On peut aisément estimer l’effort d’investissement à consentir : pour dégager 10 000 $ US de rente annuelle brute, il faut un capital de 200 000 $ US à terme sur la base d’un rendement sur dividendes de 5 %.

En supposant une rentabilité de 6 %, l’effort d’investissement annuel pour constituer ce capital sur 10 ans est de 15 000 $ US, auquel il faut additionner l’effort de 7 800 € par an pour amener mon PEA au taquet de versements.

Nous disposons d’une réserve de liquidités de plus de 100 k€ et d’une capacité d’épargne de 35 à 40 k€ par an.

Sans parler des 120 k€ sur nos assurances vie toutes à maturité fiscale, lesquelles sont désormais aussi des liquidités dans mon esprit.

Aucun problème donc pour assurer la trésorerie des investissements programmés sur le compte titres et le PEA.

 

Les 2 premiers mouvements sur mon compte-titres : achat de Southern et CenturyLink

Bien que le contexte boursier soit orageux, cela ne veut pas dire qu’il ne faut pas investir du tout.

J’ai donc ouvert le compte titres chez le courtier en ligne Binck fin juin avec un versement initial de 5 000 €, lesquels ont successivement été investis sur le fournisseur d’électricité du grand Sud-Est américain Southern Company (NYSE:SO), et sur le cablo-opérateur CenturyLink (NYSE:CTL), ce qui nous donne le certificat de baptême suivant :

portefeuille compte titres Binck juillet 2015
Cliquer pour agrandir

Je reviendrai plus tard dans le détail sur ces 2 choix initiaux. Disons que, pour le moment, je favorise les secteurs défensifs des « Utilities » (régulé aux US) et des « Télécoms ».

 

Dans le contexte actuel je me méfie de l’immobilier coté : certains REITs US et Canadiens présentent des rendements très élevés, et des distributions mensuelles tentantes (surtout au Canada).

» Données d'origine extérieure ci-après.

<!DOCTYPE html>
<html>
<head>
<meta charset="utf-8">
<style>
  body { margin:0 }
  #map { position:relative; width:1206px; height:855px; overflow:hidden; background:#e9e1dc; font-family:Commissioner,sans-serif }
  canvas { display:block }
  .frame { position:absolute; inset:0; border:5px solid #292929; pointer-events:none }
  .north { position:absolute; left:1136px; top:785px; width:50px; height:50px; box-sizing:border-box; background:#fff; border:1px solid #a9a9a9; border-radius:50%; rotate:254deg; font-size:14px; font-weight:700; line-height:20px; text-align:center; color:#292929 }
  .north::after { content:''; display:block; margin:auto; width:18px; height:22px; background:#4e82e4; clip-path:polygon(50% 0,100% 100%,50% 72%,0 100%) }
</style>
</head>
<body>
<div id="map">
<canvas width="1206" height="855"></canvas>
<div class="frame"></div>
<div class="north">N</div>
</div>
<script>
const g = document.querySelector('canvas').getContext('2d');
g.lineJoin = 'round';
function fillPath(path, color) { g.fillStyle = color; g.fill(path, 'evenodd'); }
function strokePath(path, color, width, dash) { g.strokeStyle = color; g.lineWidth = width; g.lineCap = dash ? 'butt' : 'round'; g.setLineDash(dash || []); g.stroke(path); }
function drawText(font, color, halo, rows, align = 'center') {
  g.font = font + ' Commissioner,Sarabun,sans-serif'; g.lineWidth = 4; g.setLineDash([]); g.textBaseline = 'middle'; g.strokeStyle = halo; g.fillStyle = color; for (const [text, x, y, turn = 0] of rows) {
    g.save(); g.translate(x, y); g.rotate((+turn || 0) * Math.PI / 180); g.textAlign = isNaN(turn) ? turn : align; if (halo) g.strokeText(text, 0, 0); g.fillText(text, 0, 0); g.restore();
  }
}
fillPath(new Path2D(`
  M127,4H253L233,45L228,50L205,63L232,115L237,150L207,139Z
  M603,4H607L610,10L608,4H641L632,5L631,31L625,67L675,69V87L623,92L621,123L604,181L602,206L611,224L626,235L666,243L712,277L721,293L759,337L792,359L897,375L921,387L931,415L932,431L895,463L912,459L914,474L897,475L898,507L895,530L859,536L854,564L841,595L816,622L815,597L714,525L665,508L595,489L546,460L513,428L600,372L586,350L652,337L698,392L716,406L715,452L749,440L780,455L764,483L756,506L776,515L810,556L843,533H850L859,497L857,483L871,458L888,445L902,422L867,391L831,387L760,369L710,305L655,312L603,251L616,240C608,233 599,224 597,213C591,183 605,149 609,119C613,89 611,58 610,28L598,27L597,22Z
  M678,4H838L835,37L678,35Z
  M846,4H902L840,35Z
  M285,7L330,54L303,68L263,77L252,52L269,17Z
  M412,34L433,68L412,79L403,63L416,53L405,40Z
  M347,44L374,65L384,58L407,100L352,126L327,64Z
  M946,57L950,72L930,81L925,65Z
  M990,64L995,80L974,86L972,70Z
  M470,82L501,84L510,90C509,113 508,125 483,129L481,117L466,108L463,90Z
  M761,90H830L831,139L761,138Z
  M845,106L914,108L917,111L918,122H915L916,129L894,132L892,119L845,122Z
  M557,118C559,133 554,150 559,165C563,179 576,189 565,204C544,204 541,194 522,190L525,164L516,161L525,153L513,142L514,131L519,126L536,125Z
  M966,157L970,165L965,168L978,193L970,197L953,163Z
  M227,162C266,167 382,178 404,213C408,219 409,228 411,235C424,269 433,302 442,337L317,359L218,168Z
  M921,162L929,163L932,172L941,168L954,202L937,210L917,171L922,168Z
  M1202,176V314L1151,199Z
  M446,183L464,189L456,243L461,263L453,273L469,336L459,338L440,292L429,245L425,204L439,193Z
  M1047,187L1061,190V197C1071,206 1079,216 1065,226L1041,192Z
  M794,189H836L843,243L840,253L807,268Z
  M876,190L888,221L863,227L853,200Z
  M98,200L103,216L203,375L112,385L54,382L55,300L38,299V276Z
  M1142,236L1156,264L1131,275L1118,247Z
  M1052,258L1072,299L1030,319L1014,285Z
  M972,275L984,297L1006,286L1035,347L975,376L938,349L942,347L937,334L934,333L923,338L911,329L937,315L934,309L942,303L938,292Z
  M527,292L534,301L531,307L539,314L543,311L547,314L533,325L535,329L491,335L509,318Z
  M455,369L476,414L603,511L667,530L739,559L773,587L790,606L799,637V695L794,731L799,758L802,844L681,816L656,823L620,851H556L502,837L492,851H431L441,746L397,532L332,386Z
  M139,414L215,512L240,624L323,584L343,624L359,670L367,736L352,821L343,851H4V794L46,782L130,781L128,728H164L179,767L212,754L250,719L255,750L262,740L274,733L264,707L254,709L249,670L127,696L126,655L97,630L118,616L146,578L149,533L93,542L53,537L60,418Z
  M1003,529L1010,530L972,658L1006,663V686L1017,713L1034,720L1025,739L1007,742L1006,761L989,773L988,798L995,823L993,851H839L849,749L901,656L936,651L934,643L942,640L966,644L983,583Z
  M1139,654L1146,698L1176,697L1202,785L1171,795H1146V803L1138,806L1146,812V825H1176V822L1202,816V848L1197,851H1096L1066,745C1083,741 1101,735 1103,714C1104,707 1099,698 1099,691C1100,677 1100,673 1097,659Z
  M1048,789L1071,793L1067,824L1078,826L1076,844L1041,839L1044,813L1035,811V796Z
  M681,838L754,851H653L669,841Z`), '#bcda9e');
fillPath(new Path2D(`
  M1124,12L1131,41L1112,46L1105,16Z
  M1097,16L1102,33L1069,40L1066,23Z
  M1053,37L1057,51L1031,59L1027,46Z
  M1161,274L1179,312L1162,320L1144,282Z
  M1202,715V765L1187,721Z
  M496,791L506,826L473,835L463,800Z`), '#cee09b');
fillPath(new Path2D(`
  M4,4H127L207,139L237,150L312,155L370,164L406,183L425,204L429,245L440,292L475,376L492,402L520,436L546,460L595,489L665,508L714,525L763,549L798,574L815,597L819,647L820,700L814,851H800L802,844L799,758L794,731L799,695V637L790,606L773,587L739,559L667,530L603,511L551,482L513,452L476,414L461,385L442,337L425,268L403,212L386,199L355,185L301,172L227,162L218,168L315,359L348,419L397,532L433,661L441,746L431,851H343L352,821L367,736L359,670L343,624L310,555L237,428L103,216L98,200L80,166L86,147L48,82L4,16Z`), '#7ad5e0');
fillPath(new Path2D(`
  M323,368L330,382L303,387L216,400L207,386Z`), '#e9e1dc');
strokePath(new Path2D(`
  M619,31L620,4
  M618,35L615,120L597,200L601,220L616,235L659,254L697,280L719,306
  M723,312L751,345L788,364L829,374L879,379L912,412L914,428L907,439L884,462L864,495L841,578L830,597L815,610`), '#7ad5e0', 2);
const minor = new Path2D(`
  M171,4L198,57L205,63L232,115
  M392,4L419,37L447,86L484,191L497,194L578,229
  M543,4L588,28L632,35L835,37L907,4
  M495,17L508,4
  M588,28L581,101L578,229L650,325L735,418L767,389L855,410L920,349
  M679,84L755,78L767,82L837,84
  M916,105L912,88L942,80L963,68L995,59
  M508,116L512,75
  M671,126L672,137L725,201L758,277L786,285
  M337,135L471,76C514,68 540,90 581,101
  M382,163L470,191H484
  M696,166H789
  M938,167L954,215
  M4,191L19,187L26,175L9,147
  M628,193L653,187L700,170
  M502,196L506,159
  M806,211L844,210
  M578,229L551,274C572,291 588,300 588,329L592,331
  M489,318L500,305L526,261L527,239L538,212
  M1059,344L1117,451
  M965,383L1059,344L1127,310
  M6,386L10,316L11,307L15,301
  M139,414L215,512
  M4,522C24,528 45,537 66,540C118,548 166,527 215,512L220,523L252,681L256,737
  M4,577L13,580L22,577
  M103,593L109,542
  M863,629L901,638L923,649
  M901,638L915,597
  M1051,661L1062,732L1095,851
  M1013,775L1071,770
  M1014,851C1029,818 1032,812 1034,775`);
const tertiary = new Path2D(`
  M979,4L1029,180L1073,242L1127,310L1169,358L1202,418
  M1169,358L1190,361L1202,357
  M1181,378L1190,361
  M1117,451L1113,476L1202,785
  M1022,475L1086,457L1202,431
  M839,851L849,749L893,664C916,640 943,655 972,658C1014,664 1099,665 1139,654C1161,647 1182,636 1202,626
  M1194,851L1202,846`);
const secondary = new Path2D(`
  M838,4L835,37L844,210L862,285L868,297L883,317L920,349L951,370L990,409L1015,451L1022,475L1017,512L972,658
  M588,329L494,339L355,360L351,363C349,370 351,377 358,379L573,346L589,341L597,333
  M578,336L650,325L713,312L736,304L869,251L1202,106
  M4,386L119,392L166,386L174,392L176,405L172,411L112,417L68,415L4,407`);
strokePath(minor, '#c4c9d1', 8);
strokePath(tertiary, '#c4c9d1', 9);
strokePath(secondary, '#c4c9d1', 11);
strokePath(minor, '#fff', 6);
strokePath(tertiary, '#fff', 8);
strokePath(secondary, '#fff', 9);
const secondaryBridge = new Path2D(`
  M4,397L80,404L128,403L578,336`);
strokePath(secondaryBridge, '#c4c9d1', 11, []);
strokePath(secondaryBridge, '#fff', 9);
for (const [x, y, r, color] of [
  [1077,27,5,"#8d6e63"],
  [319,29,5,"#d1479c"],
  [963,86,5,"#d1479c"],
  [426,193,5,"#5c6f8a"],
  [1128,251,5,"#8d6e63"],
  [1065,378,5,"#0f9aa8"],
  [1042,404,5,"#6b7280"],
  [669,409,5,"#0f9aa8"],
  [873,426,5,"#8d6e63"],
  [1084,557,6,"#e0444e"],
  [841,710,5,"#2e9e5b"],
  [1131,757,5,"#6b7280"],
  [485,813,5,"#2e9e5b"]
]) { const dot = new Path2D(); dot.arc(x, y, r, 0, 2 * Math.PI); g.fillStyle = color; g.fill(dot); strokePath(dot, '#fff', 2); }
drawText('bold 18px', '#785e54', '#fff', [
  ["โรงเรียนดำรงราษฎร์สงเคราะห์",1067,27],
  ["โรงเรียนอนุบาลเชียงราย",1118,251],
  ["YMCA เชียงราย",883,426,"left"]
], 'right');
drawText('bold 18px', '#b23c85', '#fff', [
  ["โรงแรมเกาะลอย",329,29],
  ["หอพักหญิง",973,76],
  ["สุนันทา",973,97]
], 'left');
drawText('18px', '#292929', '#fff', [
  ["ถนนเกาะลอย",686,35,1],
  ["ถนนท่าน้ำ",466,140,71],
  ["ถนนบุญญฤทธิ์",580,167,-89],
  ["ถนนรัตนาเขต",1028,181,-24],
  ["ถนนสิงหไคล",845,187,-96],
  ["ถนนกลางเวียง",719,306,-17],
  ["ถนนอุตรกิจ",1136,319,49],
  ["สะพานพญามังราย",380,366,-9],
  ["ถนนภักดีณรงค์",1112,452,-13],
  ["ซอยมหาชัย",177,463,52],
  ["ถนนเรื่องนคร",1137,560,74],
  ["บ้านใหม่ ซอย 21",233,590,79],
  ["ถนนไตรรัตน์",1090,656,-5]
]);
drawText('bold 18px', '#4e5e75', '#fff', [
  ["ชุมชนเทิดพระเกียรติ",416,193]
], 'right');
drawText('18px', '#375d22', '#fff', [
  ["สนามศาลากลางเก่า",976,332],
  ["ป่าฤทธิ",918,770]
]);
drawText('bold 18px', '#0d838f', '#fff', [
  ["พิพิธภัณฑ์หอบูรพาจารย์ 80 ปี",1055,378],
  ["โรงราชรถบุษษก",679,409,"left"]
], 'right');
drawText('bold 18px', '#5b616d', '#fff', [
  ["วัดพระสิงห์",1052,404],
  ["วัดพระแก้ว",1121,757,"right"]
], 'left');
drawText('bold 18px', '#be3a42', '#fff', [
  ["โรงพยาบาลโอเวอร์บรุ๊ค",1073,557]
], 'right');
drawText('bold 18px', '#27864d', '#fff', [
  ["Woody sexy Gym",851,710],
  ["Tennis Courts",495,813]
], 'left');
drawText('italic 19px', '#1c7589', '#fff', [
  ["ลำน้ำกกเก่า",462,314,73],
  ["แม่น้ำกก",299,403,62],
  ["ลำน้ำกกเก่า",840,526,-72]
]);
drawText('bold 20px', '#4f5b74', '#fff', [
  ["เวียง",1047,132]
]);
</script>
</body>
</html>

L’immobilier coté en Amérique du Nord est fortement chahuté en bourse depuis plusieurs mois sur la simple rumeur d’une future remontée des taux obligataires.

Je n’ose pas imaginer ce qui va se passer, notamment pour les mortgage REITs (mREITs, fonds de prêts hypothécaires), quand les taux courts vont être relevés par la FED et quand les taux longs vont fortement remonter.

Pour l’instant, je m’abstiendrai sur les mREITs : investir dans le rendement ne veut pas dire investir dans des moins-value quasi certaines. Je reste cependant attentif sur les REITs standard qui peuvent présenter un caractère défensif en cas de krach boursier.

Que pensez-vous de cette stratégie ?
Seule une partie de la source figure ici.